Brown subsequently filed a motion asking Judge Morton to recuse himself, based on his memorandum. The court denied the motion to recuse, and enhanced the base offense by six levels for evidencing an intent to carry out threats. The court sentenced Brown to fifty-one months incarceration and three years supervised release. Brown filed a timely notice of appeal.

Brown claims that the court prejudged his case, and therefore did not provide him a full and fair sentencing hearing, under the requirements of 28 U.S.C. §§ 144 and 455, and the Due Process Clause of the Fifth Amendment. 28 U.S.C.A. § 144 (1968) reads in pertinent part:

Whenever a party to any proceeding in a district court makes and files a timely and sufficient affidavit that the judge before whom the matter is pending has a personal bias or prejudice either against him or in favor of any adverse party, such judge shall proceed no further therein, but another judge shall be assigned to hear such proceeding.

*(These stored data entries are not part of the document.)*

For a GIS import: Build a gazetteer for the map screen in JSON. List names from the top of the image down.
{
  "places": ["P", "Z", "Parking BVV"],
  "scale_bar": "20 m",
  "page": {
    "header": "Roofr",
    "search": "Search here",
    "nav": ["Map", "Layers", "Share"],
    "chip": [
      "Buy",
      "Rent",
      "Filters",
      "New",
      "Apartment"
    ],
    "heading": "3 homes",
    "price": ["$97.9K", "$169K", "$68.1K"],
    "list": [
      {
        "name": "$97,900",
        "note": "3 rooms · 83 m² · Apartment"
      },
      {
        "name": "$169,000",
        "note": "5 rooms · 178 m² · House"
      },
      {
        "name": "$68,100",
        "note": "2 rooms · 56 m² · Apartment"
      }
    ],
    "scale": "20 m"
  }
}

28 U.S.C.A. § 455(a) & (b) (Supp.1987) reads in pertinent part:

(a) Any justice, judge, or magistrate of the United States shall disqualify himself in any proceeding in which his impartiality might reasonably be questioned.

(b) He shall also disqualify himself in the following circumstances:

(1) Where he has a personal bias or prejudice concerning a party, or personal knowledge of disputed evidentiary facts concerning the proceeding;

In the affidavit submitted by defense counsel, Brown argued that the court's memorandum stating its intention to sentence him to the maximum term constituted a personal bias or prejudice on the part of Judge Morton.

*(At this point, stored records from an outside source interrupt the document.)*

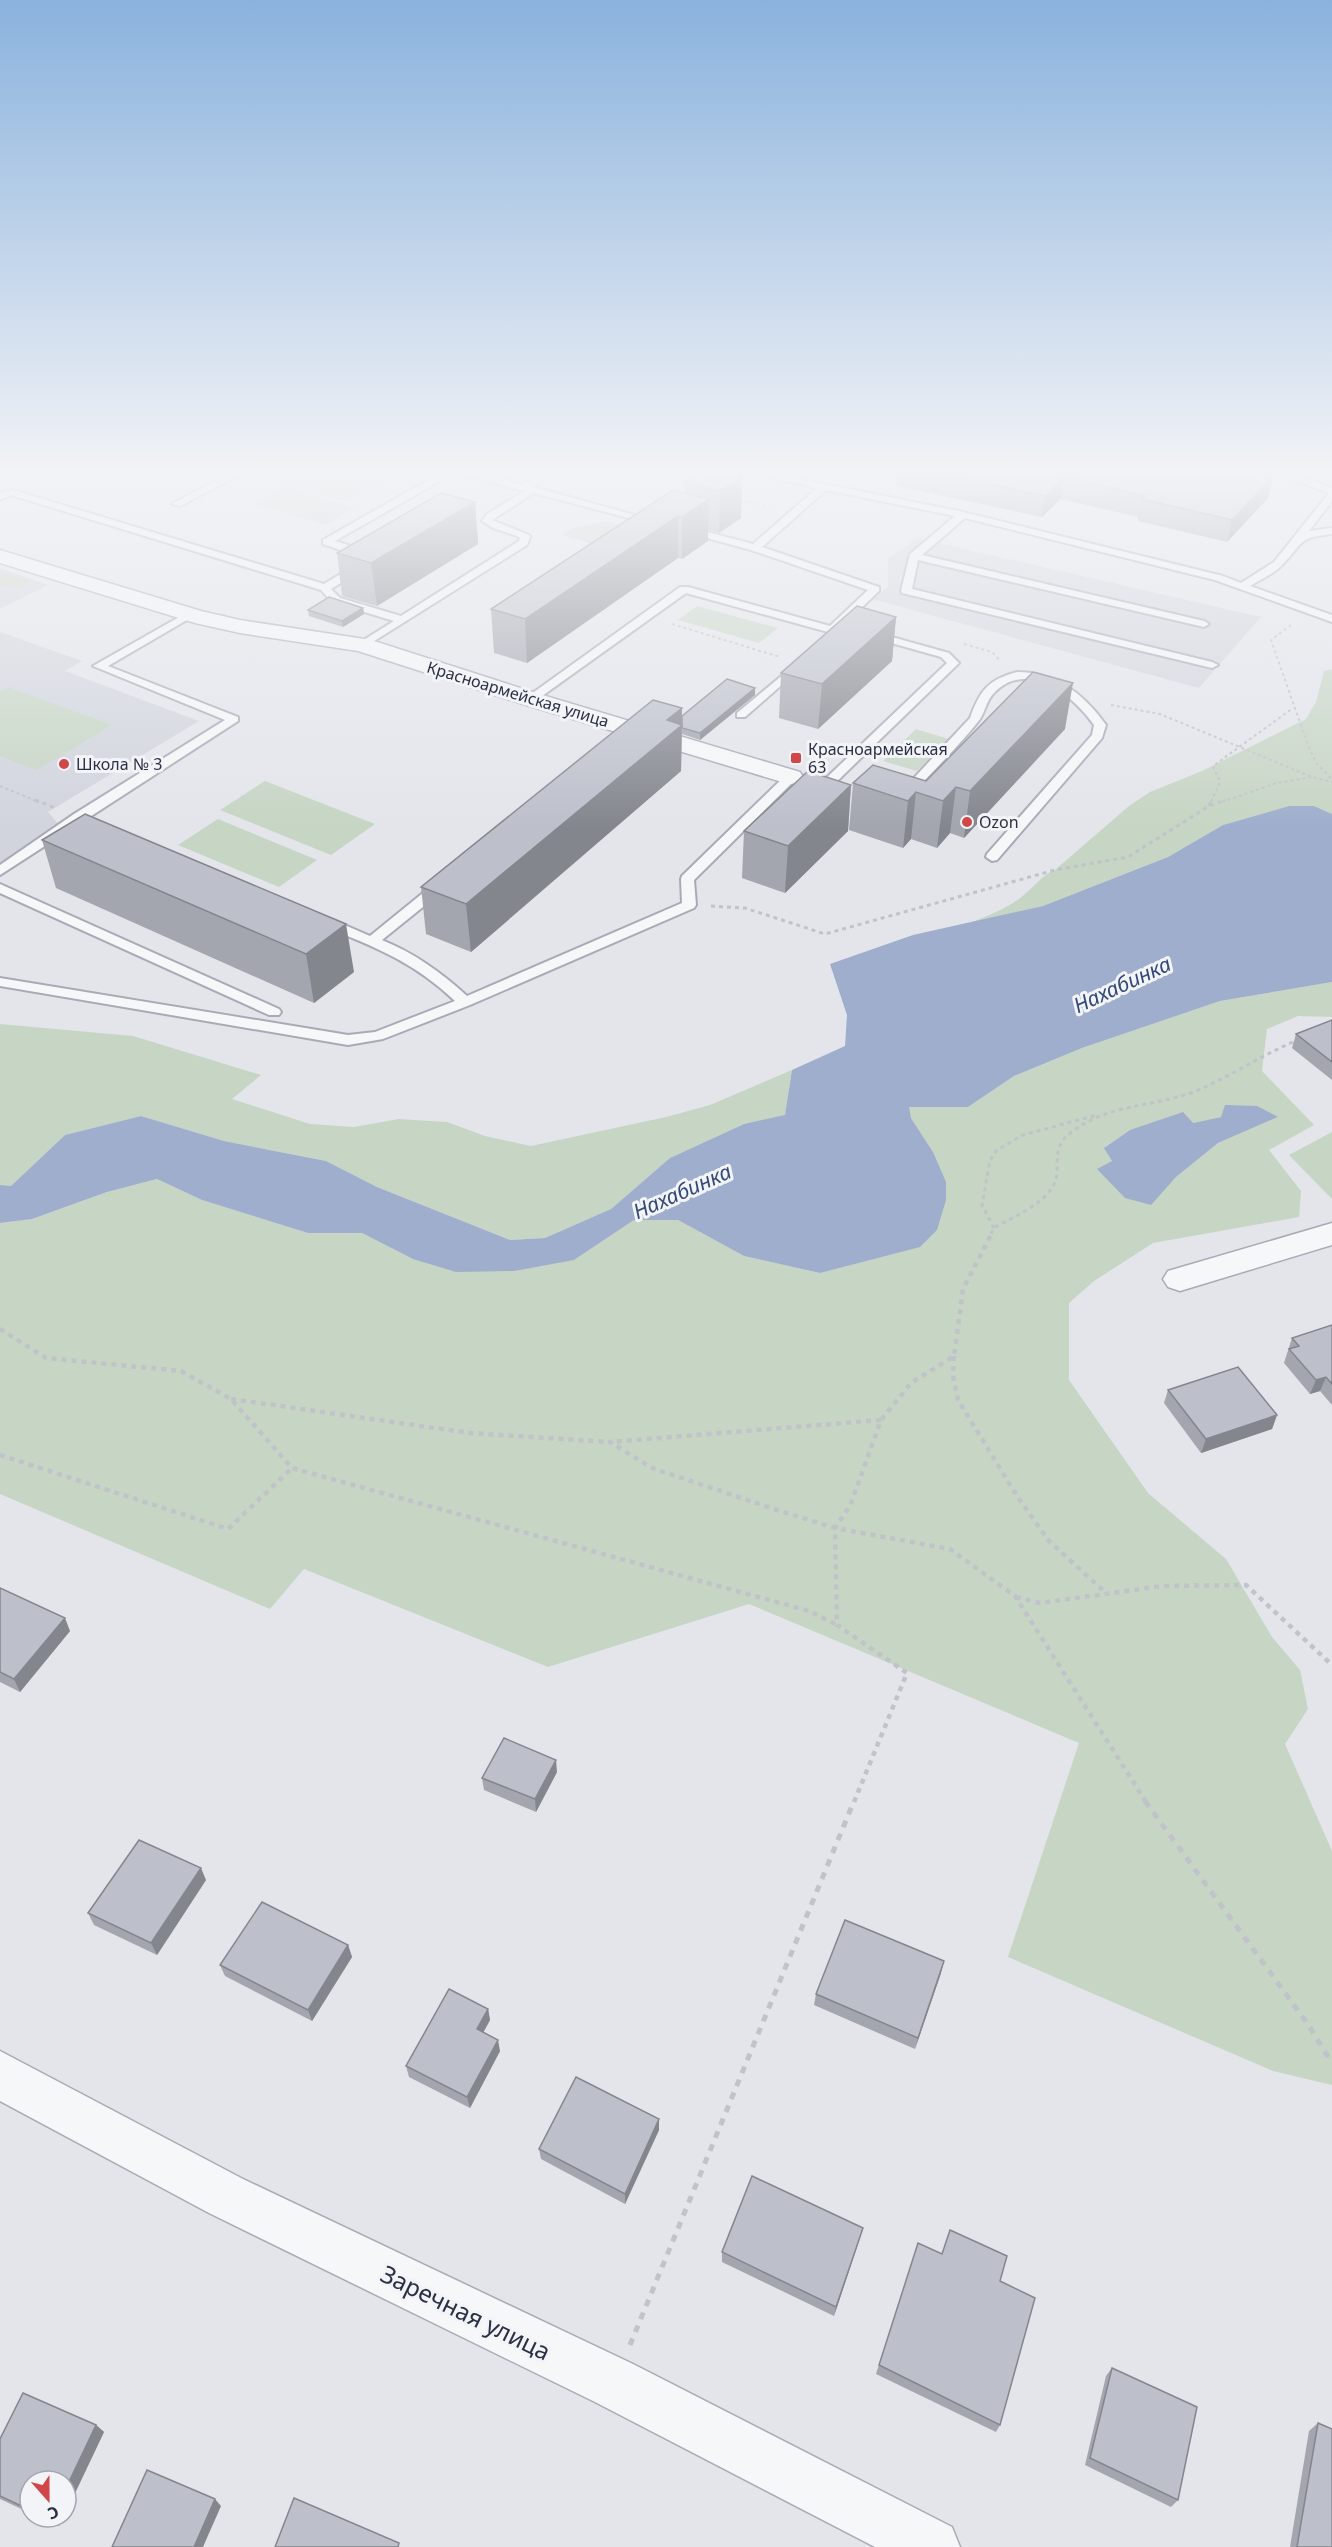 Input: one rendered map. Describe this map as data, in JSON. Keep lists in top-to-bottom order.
{
  "streets": {
    "street": ["Красноармейская улица", "Заречная улица"]
  },
  "water": ["Нахабинка"],
  "places": {
    "transit": ["Красноармейская 63"],
    "other": ["Школа № 3", "Ozon"]
  },
  "north": "bottom"
}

The standard for recusal by a judge is whether a "reasonable person with knowledge of all the facts would conclude that a bias exists." Browning v. Foltz, 837 F.2d 276, 279 (6th Cir. 1988). The emphasis is therefore "on objective appearance or evidence of bias, not on the subjective view of a party, although bias may be shown either by in-court statements or in opinions or orders." Id. Brown argues that the fact that Judge Morton indicated his intention to sentence him to the maximum term before the sentencing hearing took place, illustrates the requisite impermissible bias. Judge Morton, however, did not state anything in his memorandum indicating that he had a personal bias against Brown.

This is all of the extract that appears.